To do: In the entries that follow, the line with "69,0 L 74,44" opens the range and the line with "618,573 L 596,372" closes it; repeat that range exactly, both lines included.

═══ Records to process

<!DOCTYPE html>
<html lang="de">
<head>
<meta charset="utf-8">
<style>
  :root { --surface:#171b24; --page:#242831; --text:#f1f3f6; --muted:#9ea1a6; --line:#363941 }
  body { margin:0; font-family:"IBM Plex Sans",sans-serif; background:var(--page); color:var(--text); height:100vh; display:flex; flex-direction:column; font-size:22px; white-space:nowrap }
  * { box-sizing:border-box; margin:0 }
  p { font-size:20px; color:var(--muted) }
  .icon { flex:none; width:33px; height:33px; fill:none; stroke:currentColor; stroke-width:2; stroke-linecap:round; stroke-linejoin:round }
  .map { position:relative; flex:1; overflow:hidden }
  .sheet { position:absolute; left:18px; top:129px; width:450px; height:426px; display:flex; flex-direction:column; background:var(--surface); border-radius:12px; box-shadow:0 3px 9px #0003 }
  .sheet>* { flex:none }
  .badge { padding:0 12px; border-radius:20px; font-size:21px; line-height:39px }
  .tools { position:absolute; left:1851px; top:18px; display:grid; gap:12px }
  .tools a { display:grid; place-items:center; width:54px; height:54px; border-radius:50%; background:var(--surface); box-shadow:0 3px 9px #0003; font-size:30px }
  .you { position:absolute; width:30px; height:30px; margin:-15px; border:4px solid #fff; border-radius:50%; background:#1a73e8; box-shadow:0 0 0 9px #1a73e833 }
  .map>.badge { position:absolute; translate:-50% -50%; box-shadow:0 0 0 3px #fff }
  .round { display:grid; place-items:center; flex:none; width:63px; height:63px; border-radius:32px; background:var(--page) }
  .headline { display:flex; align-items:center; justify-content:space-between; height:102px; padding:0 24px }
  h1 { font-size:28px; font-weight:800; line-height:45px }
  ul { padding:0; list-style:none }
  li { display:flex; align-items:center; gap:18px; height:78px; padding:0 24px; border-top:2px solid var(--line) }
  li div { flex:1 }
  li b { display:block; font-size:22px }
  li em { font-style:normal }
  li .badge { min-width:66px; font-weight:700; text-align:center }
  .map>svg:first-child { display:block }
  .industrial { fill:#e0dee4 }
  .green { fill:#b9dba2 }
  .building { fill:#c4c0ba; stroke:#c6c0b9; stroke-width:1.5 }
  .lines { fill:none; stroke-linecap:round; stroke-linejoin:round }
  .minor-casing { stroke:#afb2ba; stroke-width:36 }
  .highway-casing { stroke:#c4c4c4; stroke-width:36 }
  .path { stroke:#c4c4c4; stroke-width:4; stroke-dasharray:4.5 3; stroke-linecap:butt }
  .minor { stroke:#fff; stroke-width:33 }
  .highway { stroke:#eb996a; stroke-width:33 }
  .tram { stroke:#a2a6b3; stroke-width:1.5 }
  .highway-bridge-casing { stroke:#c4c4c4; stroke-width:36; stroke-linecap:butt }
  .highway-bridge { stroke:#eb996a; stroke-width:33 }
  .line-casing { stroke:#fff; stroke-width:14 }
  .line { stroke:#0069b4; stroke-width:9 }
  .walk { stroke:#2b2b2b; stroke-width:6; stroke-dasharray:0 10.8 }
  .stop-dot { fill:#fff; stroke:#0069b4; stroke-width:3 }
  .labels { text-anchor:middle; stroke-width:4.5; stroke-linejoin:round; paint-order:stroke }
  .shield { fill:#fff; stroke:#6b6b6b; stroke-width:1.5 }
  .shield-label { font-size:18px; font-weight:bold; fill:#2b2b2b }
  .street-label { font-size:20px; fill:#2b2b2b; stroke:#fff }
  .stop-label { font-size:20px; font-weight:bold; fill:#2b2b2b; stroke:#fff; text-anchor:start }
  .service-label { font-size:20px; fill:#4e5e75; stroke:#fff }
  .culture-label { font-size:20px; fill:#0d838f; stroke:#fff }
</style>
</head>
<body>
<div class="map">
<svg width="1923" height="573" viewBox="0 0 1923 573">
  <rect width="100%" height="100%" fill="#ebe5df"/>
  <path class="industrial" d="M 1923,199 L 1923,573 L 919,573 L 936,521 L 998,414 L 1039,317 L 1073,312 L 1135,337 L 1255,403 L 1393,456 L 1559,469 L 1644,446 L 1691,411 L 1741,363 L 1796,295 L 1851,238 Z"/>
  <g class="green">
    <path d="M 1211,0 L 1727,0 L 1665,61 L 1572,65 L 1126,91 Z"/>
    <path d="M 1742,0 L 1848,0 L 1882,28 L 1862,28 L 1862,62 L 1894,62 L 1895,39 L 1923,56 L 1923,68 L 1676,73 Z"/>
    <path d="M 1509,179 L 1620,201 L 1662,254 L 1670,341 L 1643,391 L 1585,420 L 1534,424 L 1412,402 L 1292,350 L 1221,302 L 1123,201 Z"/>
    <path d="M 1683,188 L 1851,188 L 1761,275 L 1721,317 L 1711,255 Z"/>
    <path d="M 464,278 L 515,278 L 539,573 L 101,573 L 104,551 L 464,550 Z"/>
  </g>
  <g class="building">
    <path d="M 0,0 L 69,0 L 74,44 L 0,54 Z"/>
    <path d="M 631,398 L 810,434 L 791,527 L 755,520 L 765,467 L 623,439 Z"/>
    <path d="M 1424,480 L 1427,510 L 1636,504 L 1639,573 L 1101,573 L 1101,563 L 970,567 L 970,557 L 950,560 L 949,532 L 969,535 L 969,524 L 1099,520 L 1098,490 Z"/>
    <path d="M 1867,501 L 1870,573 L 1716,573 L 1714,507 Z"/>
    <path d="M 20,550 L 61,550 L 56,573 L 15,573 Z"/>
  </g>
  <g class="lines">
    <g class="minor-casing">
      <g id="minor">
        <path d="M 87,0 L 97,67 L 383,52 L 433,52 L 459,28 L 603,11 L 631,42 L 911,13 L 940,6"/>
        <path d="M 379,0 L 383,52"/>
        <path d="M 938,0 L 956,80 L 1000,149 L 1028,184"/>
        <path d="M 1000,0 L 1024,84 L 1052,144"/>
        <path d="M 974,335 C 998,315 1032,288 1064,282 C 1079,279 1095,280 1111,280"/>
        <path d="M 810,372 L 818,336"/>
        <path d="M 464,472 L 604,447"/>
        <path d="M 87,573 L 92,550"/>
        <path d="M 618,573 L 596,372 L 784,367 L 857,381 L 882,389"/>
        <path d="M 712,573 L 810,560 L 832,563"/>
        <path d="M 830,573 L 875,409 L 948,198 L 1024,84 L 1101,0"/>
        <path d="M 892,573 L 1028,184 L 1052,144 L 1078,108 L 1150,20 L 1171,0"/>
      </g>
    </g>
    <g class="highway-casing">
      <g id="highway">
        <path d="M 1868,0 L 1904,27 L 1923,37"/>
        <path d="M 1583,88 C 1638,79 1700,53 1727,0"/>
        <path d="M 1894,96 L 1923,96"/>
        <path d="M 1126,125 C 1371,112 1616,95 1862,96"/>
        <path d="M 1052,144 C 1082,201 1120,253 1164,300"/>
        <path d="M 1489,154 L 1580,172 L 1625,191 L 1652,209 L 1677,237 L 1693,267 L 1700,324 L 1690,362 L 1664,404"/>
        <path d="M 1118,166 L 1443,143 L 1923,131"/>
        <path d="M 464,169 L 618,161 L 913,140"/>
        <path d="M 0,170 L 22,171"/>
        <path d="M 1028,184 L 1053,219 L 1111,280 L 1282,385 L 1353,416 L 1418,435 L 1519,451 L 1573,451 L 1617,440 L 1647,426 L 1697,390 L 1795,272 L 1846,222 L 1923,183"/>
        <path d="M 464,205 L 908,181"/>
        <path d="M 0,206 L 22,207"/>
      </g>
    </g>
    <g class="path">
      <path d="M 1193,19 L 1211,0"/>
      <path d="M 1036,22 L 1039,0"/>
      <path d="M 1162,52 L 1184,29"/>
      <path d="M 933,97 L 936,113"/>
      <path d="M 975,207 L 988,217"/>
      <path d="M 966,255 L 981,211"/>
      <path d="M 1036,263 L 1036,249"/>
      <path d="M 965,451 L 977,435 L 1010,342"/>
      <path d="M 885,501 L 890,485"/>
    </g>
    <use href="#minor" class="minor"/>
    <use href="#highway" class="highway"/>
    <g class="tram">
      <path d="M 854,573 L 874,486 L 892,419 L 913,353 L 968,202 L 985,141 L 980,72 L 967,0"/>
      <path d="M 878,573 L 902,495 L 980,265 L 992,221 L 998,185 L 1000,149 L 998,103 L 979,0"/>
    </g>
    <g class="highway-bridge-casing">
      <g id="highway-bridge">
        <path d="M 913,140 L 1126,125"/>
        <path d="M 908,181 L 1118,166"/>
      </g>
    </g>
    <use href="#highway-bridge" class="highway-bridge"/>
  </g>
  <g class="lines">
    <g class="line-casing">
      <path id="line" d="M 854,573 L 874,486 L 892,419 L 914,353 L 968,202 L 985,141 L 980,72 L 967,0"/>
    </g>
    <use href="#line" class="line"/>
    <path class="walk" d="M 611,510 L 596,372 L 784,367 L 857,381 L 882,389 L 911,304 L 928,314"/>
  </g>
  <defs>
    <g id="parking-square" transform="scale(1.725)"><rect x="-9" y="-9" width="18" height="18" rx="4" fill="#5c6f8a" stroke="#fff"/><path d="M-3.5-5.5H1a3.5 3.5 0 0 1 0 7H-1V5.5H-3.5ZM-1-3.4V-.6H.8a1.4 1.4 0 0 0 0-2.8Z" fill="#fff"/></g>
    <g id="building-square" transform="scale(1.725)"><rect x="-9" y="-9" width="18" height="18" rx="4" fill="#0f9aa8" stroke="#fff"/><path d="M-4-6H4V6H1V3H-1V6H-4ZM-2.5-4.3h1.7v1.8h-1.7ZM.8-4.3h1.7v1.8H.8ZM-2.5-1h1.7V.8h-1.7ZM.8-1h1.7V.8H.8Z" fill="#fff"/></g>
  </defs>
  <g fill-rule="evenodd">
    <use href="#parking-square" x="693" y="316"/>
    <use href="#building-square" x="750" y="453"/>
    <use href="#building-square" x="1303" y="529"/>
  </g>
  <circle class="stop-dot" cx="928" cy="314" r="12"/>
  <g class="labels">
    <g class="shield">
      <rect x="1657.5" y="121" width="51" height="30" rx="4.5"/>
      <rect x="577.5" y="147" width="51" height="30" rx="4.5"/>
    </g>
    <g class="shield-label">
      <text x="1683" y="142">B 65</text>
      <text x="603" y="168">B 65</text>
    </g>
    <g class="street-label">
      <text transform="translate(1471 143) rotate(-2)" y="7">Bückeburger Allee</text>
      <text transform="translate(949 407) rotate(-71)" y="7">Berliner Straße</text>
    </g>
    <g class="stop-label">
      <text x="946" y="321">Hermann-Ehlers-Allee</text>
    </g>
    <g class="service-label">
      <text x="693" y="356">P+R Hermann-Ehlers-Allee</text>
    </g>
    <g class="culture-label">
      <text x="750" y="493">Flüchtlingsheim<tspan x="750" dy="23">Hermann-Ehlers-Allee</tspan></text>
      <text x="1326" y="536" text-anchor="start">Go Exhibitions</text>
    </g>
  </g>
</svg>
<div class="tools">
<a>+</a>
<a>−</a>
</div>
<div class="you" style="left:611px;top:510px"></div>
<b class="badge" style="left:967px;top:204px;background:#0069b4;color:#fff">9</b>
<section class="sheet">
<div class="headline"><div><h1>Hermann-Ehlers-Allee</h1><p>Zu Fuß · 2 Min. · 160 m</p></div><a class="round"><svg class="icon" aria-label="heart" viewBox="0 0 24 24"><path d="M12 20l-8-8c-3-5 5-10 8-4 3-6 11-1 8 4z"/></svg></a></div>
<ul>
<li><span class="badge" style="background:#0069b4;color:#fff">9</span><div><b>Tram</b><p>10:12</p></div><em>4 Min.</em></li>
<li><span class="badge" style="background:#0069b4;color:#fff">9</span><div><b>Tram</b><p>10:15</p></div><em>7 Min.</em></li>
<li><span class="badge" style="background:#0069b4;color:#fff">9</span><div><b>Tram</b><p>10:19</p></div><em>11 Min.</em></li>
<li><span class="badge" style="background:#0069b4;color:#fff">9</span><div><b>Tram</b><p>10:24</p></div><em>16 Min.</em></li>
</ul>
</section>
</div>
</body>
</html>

══════

Result below:
    <path d="M 0,0 L 69,0 L 74,44 L 0,54 Z"/>
    <path d="M 631,398 L 810,434 L 791,527 L 755,520 L 765,467 L 623,439 Z"/>
    <path d="M 1424,480 L 1427,510 L 1636,504 L 1639,573 L 1101,573 L 1101,563 L 970,567 L 970,557 L 950,560 L 949,532 L 969,535 L 969,524 L 1099,520 L 1098,490 Z"/>
    <path d="M 1867,501 L 1870,573 L 1716,573 L 1714,507 Z"/>
    <path d="M 20,550 L 61,550 L 56,573 L 15,573 Z"/>
  </g>
  <g class="lines">
    <g class="minor-casing">
      <g id="minor">
        <path d="M 87,0 L 97,67 L 383,52 L 433,52 L 459,28 L 603,11 L 631,42 L 911,13 L 940,6"/>
        <path d="M 379,0 L 383,52"/>
        <path d="M 938,0 L 956,80 L 1000,149 L 1028,184"/>
        <path d="M 1000,0 L 1024,84 L 1052,144"/>
        <path d="M 974,335 C 998,315 1032,288 1064,282 C 1079,279 1095,280 1111,280"/>
        <path d="M 810,372 L 818,336"/>
        <path d="M 464,472 L 604,447"/>
        <path d="M 87,573 L 92,550"/>
        <path d="M 618,573 L 596,372 L 784,367 L 857,381 L 882,389"/>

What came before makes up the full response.